El rocambolesco curso 2020-2021 se detiene ahora para disfrutar de unas vacaciones no menos rocambolescas, y en algunos colegios se aprovecha el momento para sentarse con los padres —en persona o digitalmente— y hablar del niño. En estas reuniones, se dan diferentes maneras de ver al joven estudiante, y a veces se producen equívocos y decepciones.
En general, y según el enfoque, los padres podemos clasificarnos en tres grupos humanos: en primer lugar están los padres que van a la tutoría con ánimo constructivo, con actitud de escucha y con plena consciencia de las virtudes y de los aspectos menos positivos del carácter del niño. En este caso, se entabla un diálogo positivo entre el profesor y los padres, se señalan puntos de mejora y la reunión suele ser muy fructífera. Esta situación es más bien idílica y no sabemos cuántas tutorías de este estilo tienen lugar, aunque sospechamos que más bien pocas. La sincronización perfecta entre padres y profesor es poco frecuente y los que la encuentren pueden sentirse muy afortunados.
En segundo lugar, están aquellos padres que van a la tutoría con la preocupación de ver que su hijo es un sinvergüenza y un vago. Estos padres buscan que el profesor corrobore esa preocupación y se enfadan cuando el profesor asegura que el niño se porta bastante bien en el colegio, ayuda a los demás y atiende en clase sin apenas molestar a nadie. Al oír eso, los padres se preocupan todavía más porque piensan que no solo el niño es un flojo sino que el colegio tiene unos criterios educativos de una laxitud blandurria e intolerable y que, en definitiva, esto no hace sino confirmar lo mal que va el país y el futuro tan negro que tenemos por delante. Este modelo de padres indignados era infrecuente hasta hace poco tiempo pero empieza a proliferar moderadamente y es un síntoma del acaloramiento progresivo que se observa en nuestra sociedad.
Por último, están esos padres que tienen una imagen idealizada de su hijo y piensan que es listísimo, que se porta divinamente y que, en definitiva, el niño es un conjunto de virtudes difícil de superar. Ante esto, a veces el profesor correspondiente manifiesta su desacuerdo y se ve en la obligación de decirles que en el colegio el niño no demuestra ninguna de esas cualidades y que se comporta más bien como una alimaña infecta. Automáticamente los padres se revuelven y entran en una fase en la que hay dos estadios: primero niegan las palabras del profesor y después culpan del eventual mal comportamiento de su hijo a factores externos, fundamentalmente a las malas compañías; en esta fase, se ponen sobre la mesa nombres de determinados amigos del niño que serían los responsables de su actitud. Según esta argumentación, el niño se deja influir por esos amigos macarras pero en realidad tiene buen fondo, y la mayor responsabilidad es la del colegio, que no ha sabido canalizar las virtudes del alumno y que está desaprovechando su enorme potencial.

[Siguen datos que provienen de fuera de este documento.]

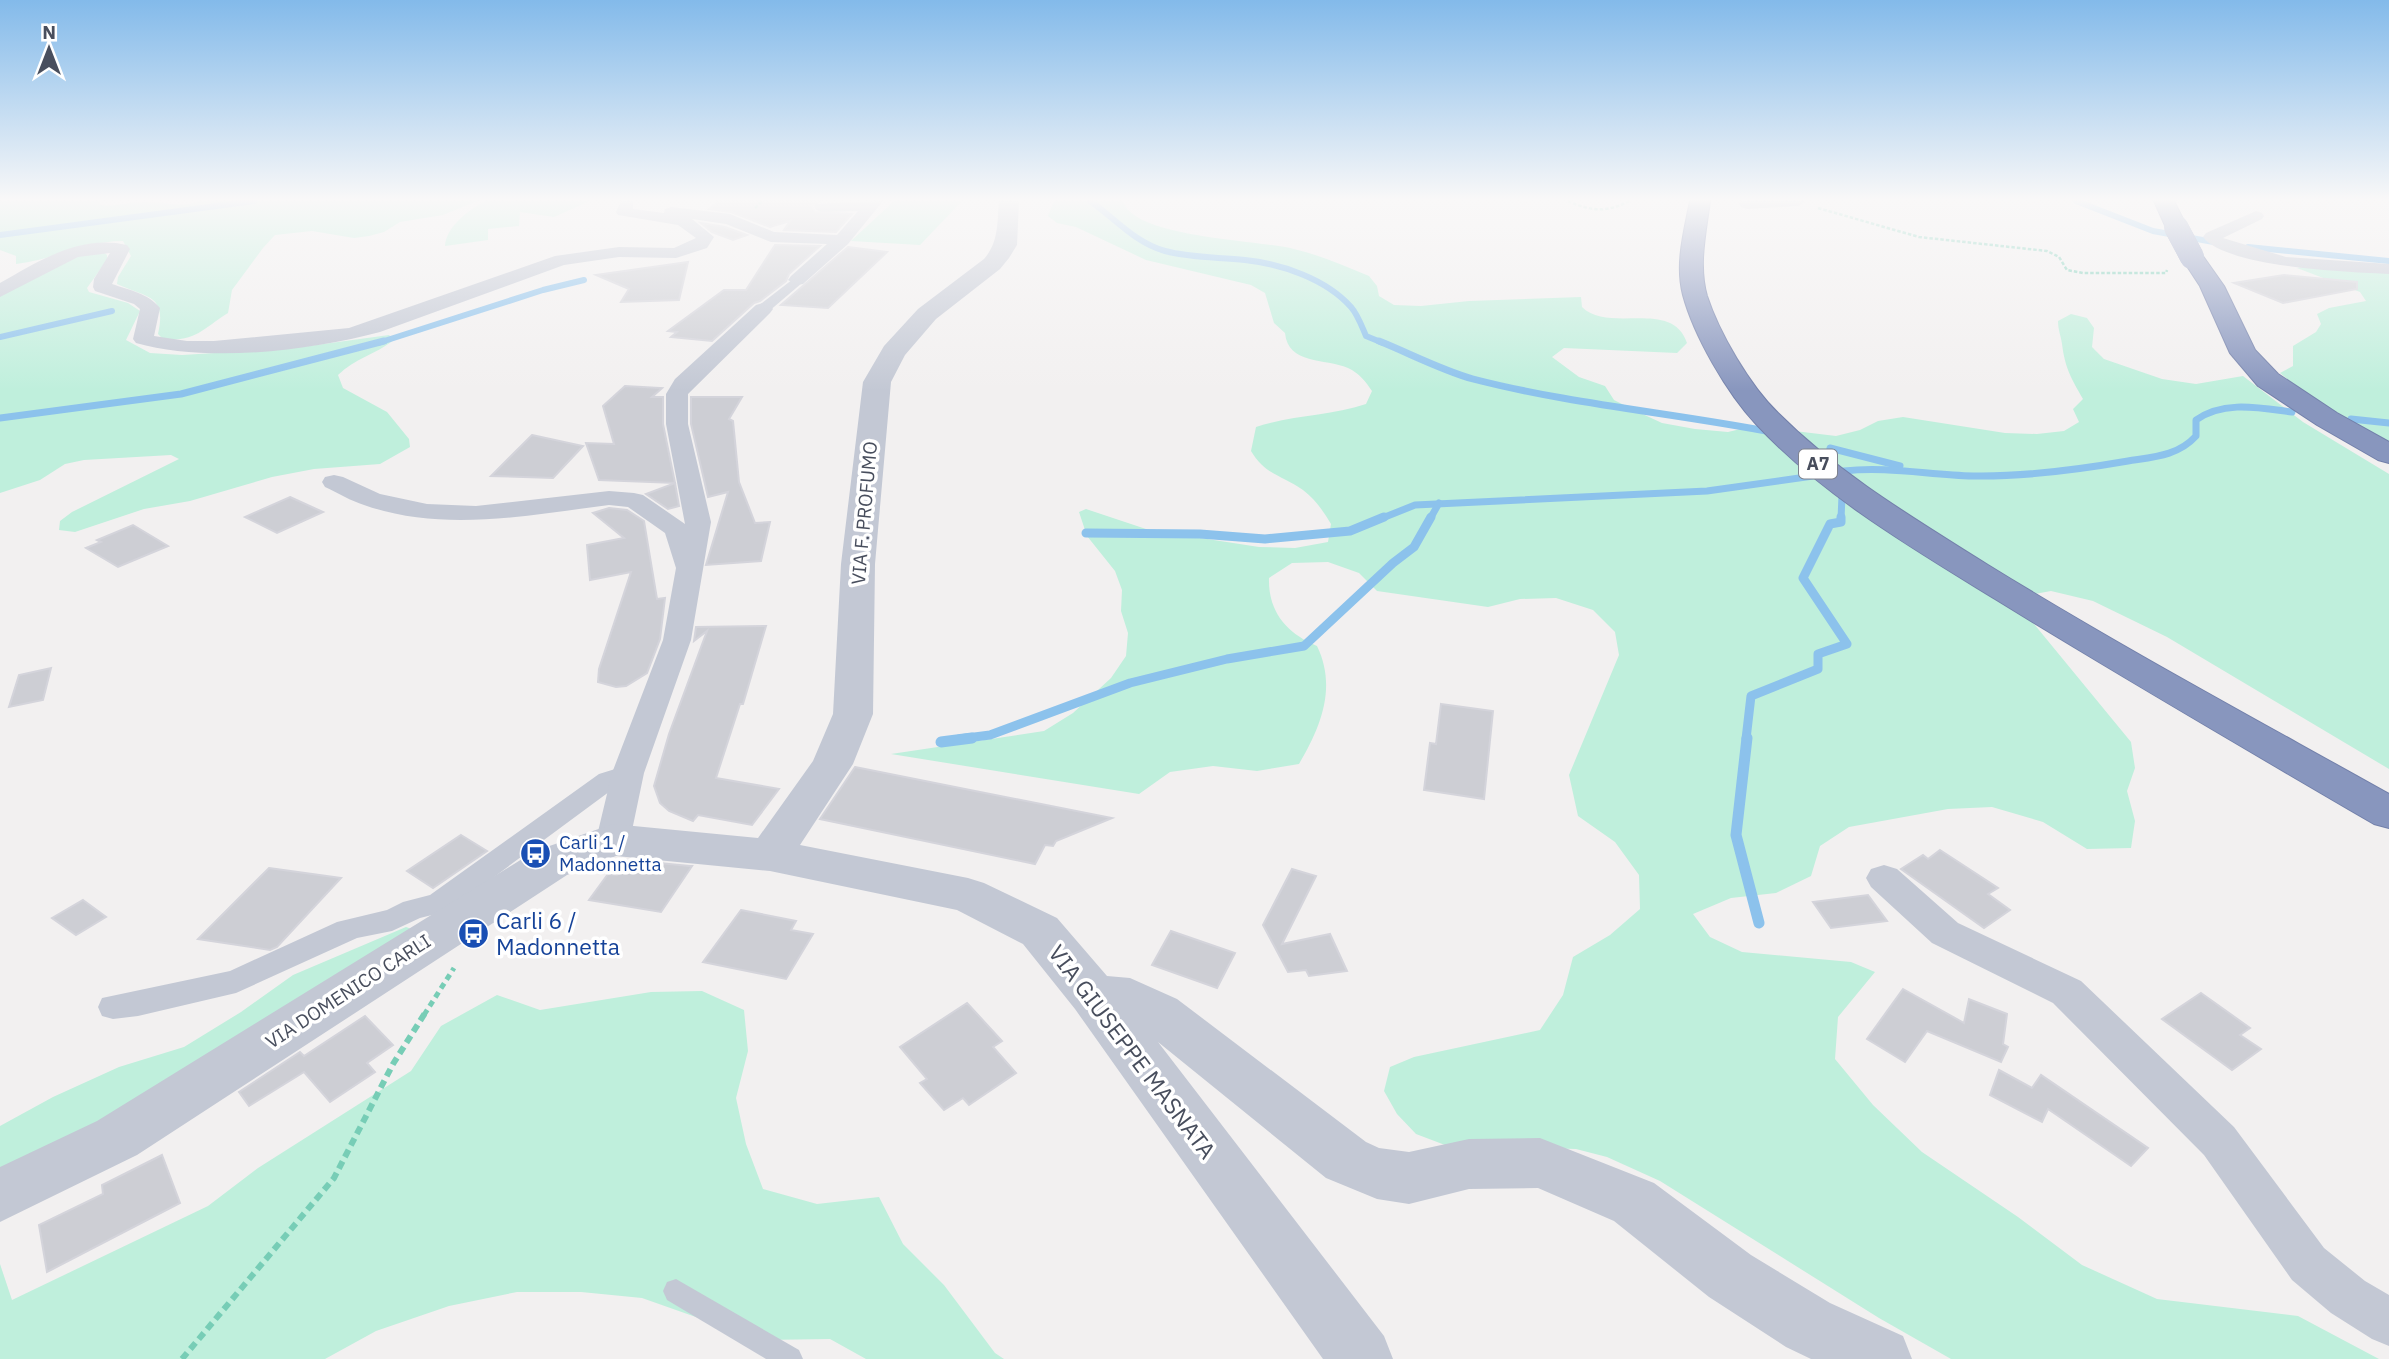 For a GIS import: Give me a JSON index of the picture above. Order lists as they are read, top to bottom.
{
  "streets": {
    "highway": ["A7"],
    "street": ["VIA F. PROFUMO", "VIA DOMENICO CARLI", "VIA GIUSEPPE MASNATA"]
  },
  "crossings": [
    ["VIA F. PROFUMO", "VIA GIUSEPPE MASNATA"],
    ["VIA DOMENICO CARLI", "VIA GIUSEPPE MASNATA"]
  ],
  "places": {
    "bus stop": ["Carli 1 / Madonnetta", "Carli 6 / Madonnetta"]
  },
  "north": "top"
} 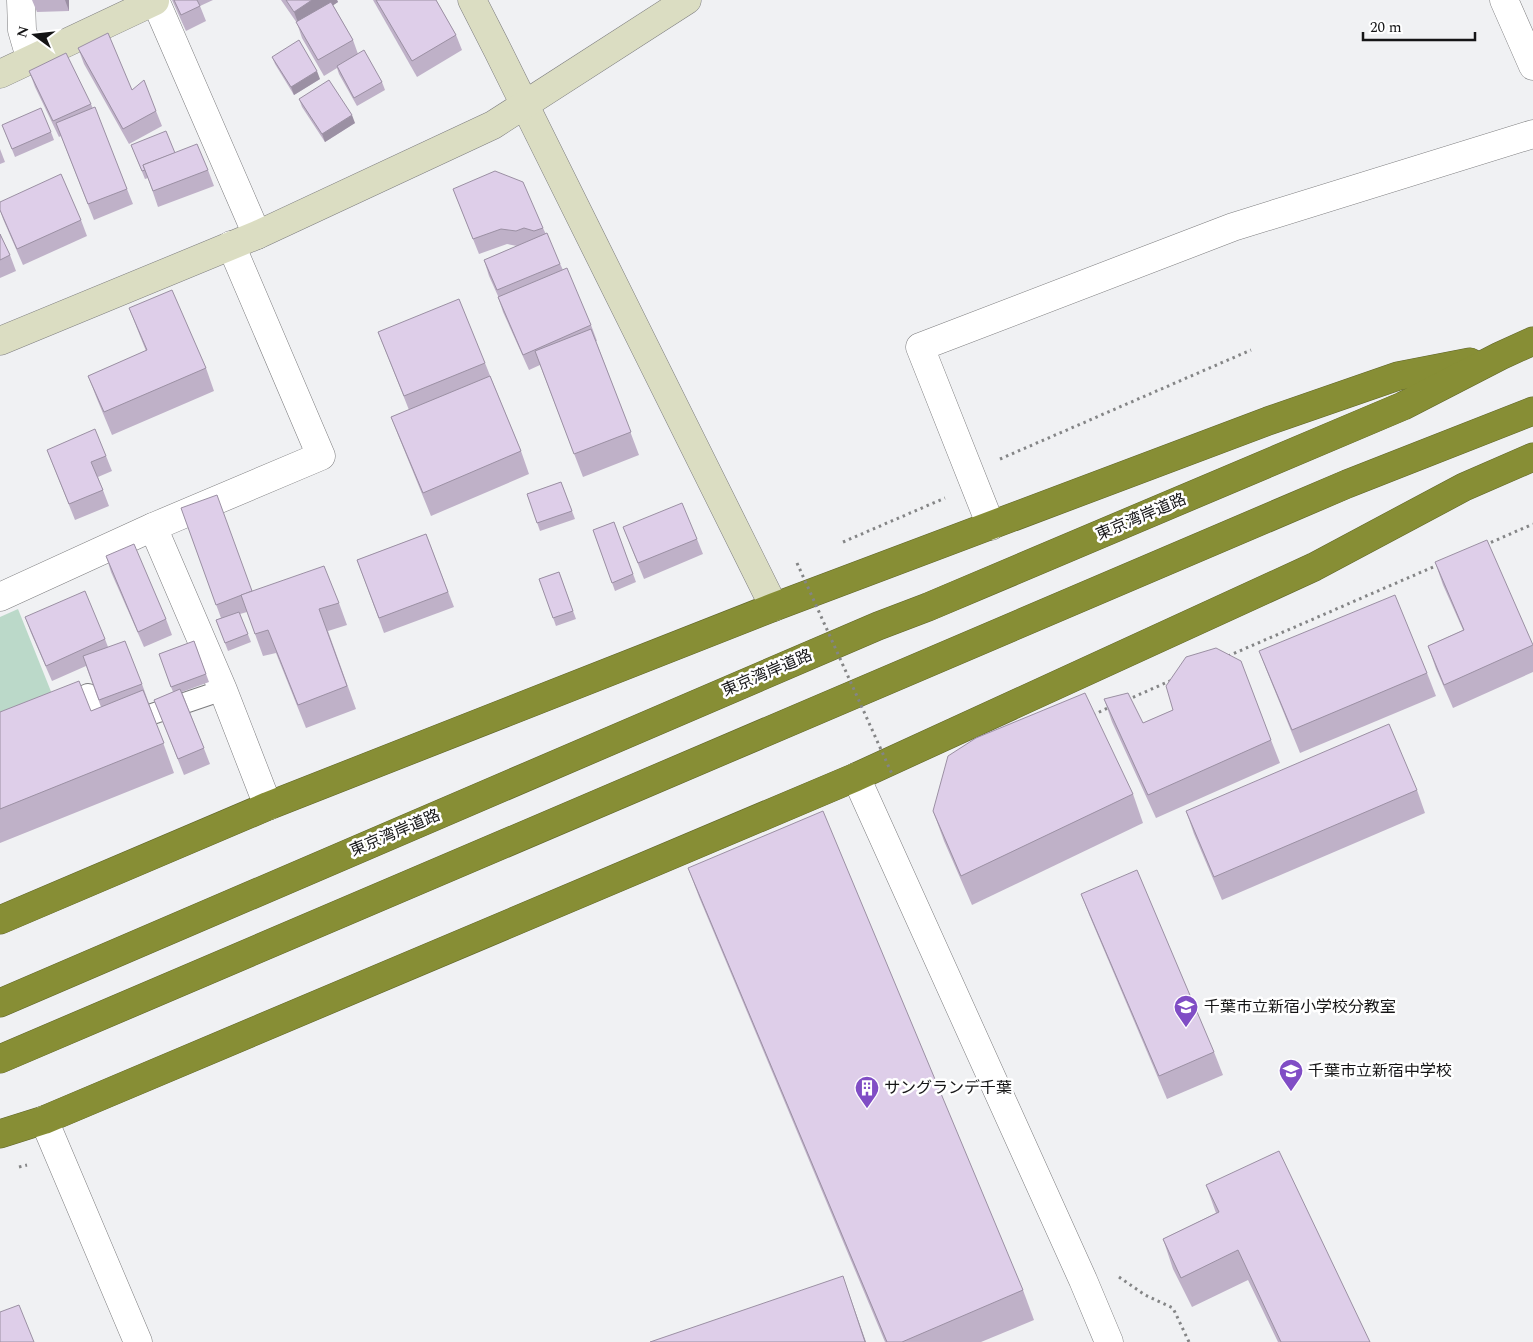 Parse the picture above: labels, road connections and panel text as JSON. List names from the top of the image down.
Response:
{
  "streets": {
    "highway": ["東京湾岸道路"]
  },
  "places": {
    "school or university": ["千葉市立新宿小学校分教室", "千葉市立新宿中学校"],
    "building": ["サングランデ千葉"]
  },
  "scale_bar": "20 m",
  "north": "left"
} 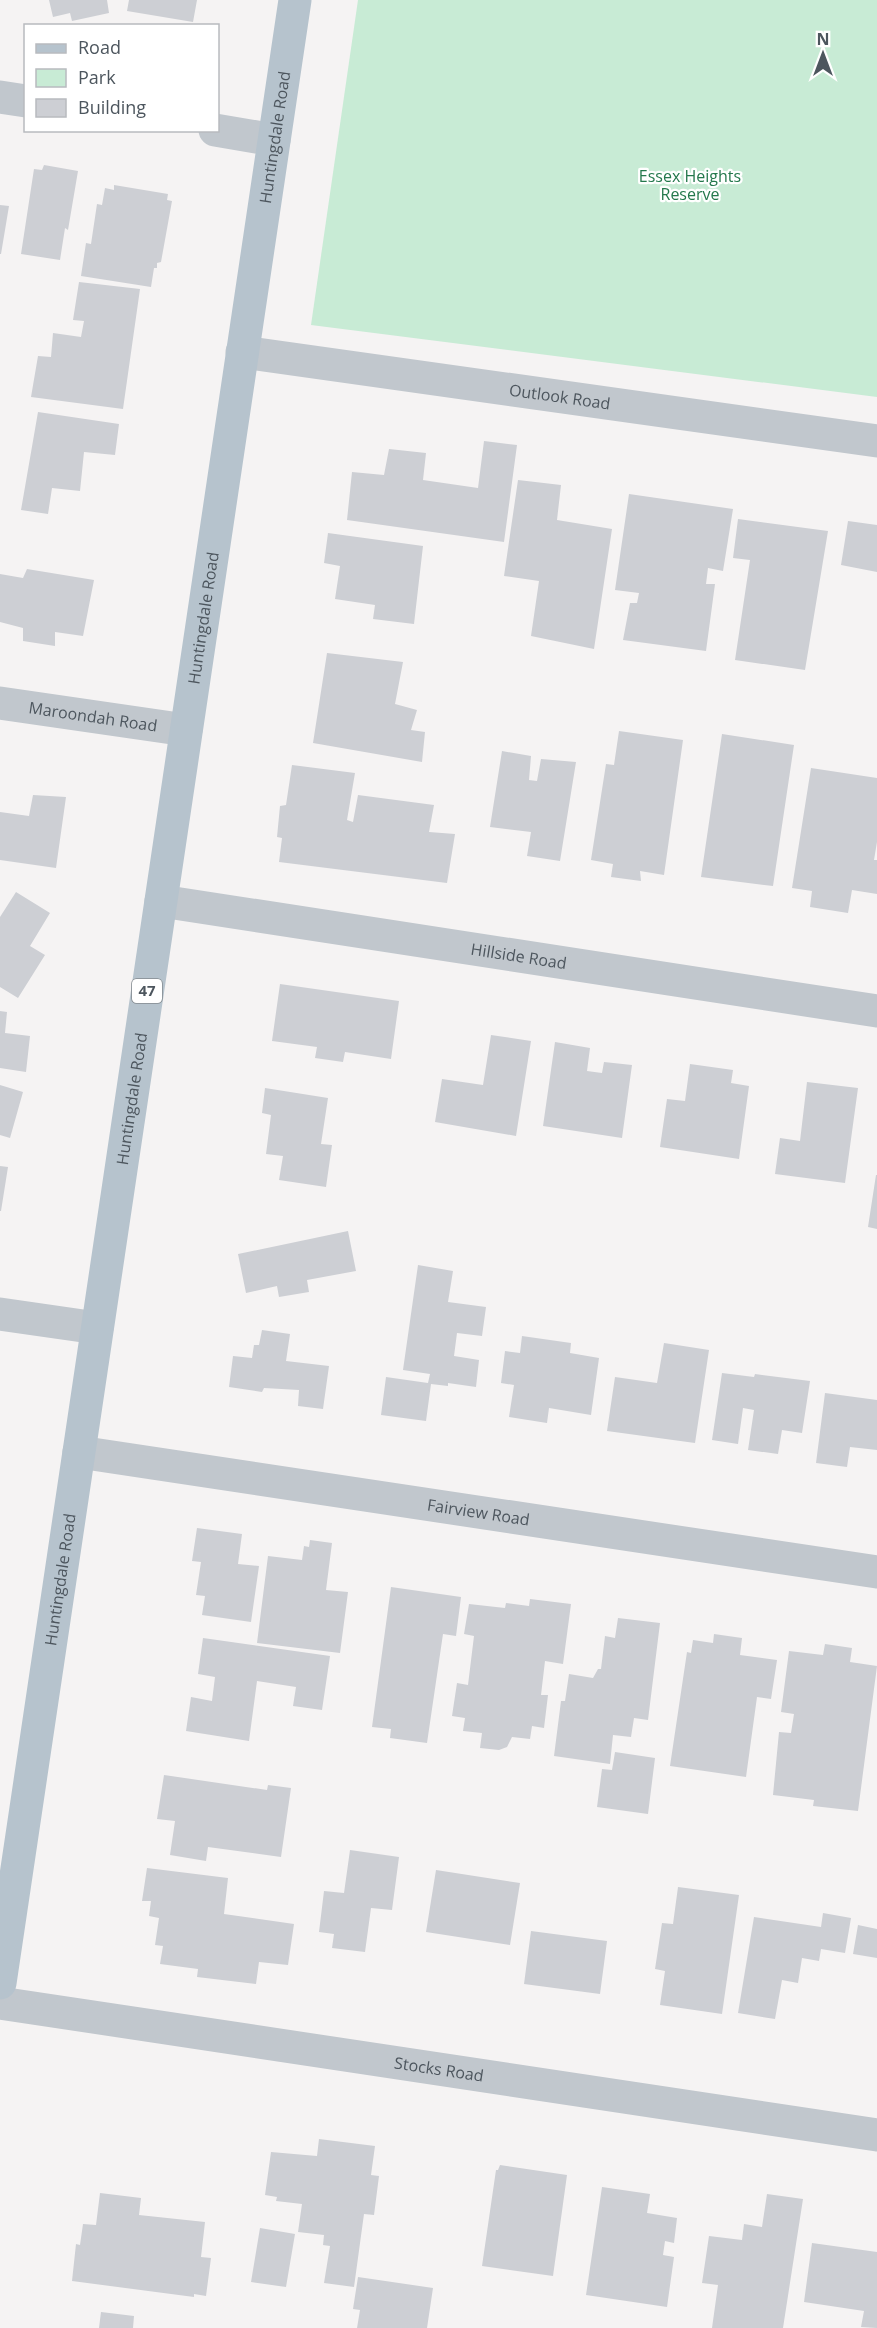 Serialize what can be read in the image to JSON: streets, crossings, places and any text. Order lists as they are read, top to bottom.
{
  "streets": {
    "main road": ["Huntingdale Road", "47"],
    "street": [
      "Outlook Road",
      "Maroondah Road",
      "Hillside Road",
      "Fairview Road",
      "Stocks Road"
    ]
  },
  "crossings": [
    ["Huntingdale Road", "Outlook Road"],
    ["Huntingdale Road", "Maroondah Road"],
    ["Huntingdale Road", "Hillside Road"],
    ["Huntingdale Road", "Fairview Road"]
  ],
  "parks": ["Essex Heights Reserve"],
  "legend": ["Road", "Park", "Building"],
  "north": "top"
} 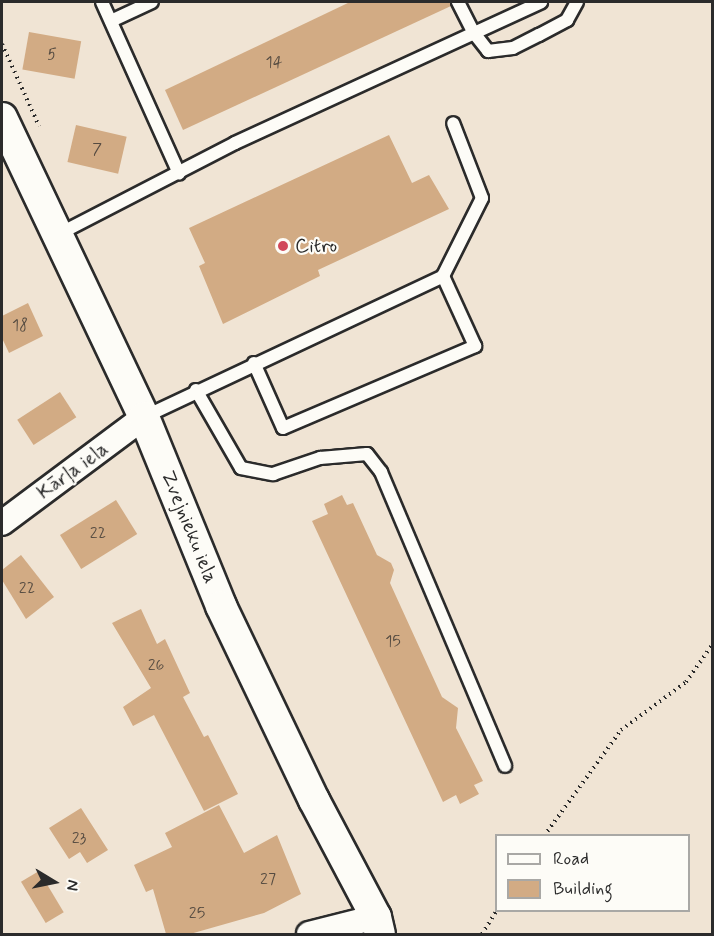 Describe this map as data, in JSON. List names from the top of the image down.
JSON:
{
  "streets": {
    "street": ["Kārļa iela", "Zvejnieku iela"]
  },
  "crossings": [
    ["Kārļa iela", "Zvejnieku iela"]
  ],
  "places": ["Citro"],
  "house_numbers": [
    "5",
    "14",
    "7",
    "18",
    "22",
    "22",
    "15",
    "26",
    "23",
    "27",
    "25"
  ],
  "legend": ["Road", "Building"],
  "north": "right"
} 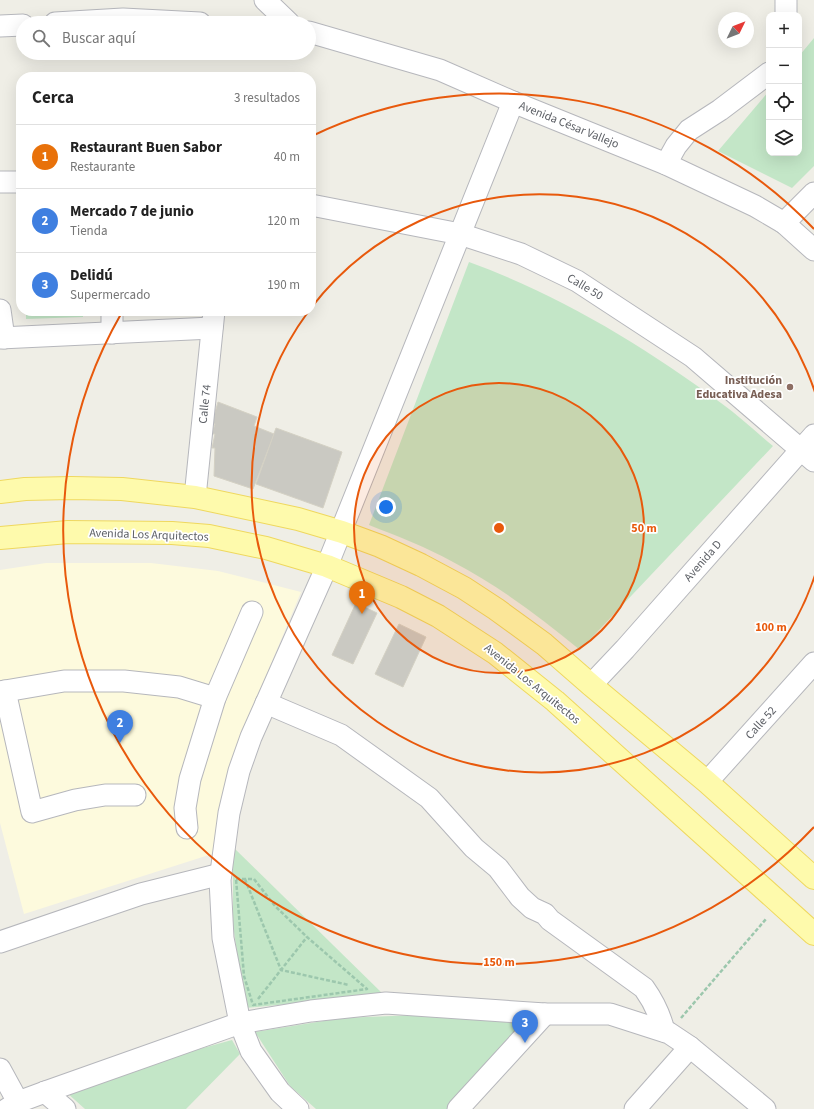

Este tipo de reuniones, llenas de hostilidad, es más habitual de lo que puede parecer y supone un factor de íntimo desasosiego para los profesores, que secretamente lo llevan muy mal. Curiosamente, el padre energúmeno puede serlo en todos los aspectos de su vida y llevar su energumenismo de manera ruidosa y abierta, como bandera visible, pero a veces resulta que es un energúmeno camuflado, con una apariencia externa perfectamente normal, salvo en lo que se refiere a su hijo y en algún otro asunto, como lo relativo a la ideología política y partisana. Este padre tiene un trabajo normal, tiene amigos con los que ir a cenar y por lo general es una persona cortés y educada; sin embargo, cuando habla de la educación de su hijo, se pone a la defensiva, se queja del entorno y mantiene cerrado el conducto de recepción de las ideas.
Habría que ver cuáles son los motivos que provocan este fenómeno. Algunas personas que lo han estudiado aseguran que estos padres no conocen a su hijo porque no están con él jamás. Los padres se dedican a trabajar y, cuando toca estar con el niño, le enchufan algún dispositivo electrónico o bien se lo llevan a algún sitio —parques infantiles con bolas, cerveceras con columpios, sidrerías con campo de fútbol, etc— donde el niño se encuentra con otros niños y desaparece del campo visual del padre, que puede así cultivar libremente las relaciones sociales con otros padres y tomarse unas cervezas. Normalmente estos padres defienden que los niños están más a gusto con otros niños y que un adulto no pinta nada en esa combinación.
En relación con este grupo humano tenemos dos deseos. En primer lugar, manifestamos el anhelo de pensar que estas personas constituyan una minoría en el conjunto general de padres del país porque creemos que con esta materia prima no vamos a ningún sitio; y en segundo lugar, nos gustaría asegurar que nosotros mismos no formamos parte de esta categoría, pero en realidad no lo tenemos nada claro.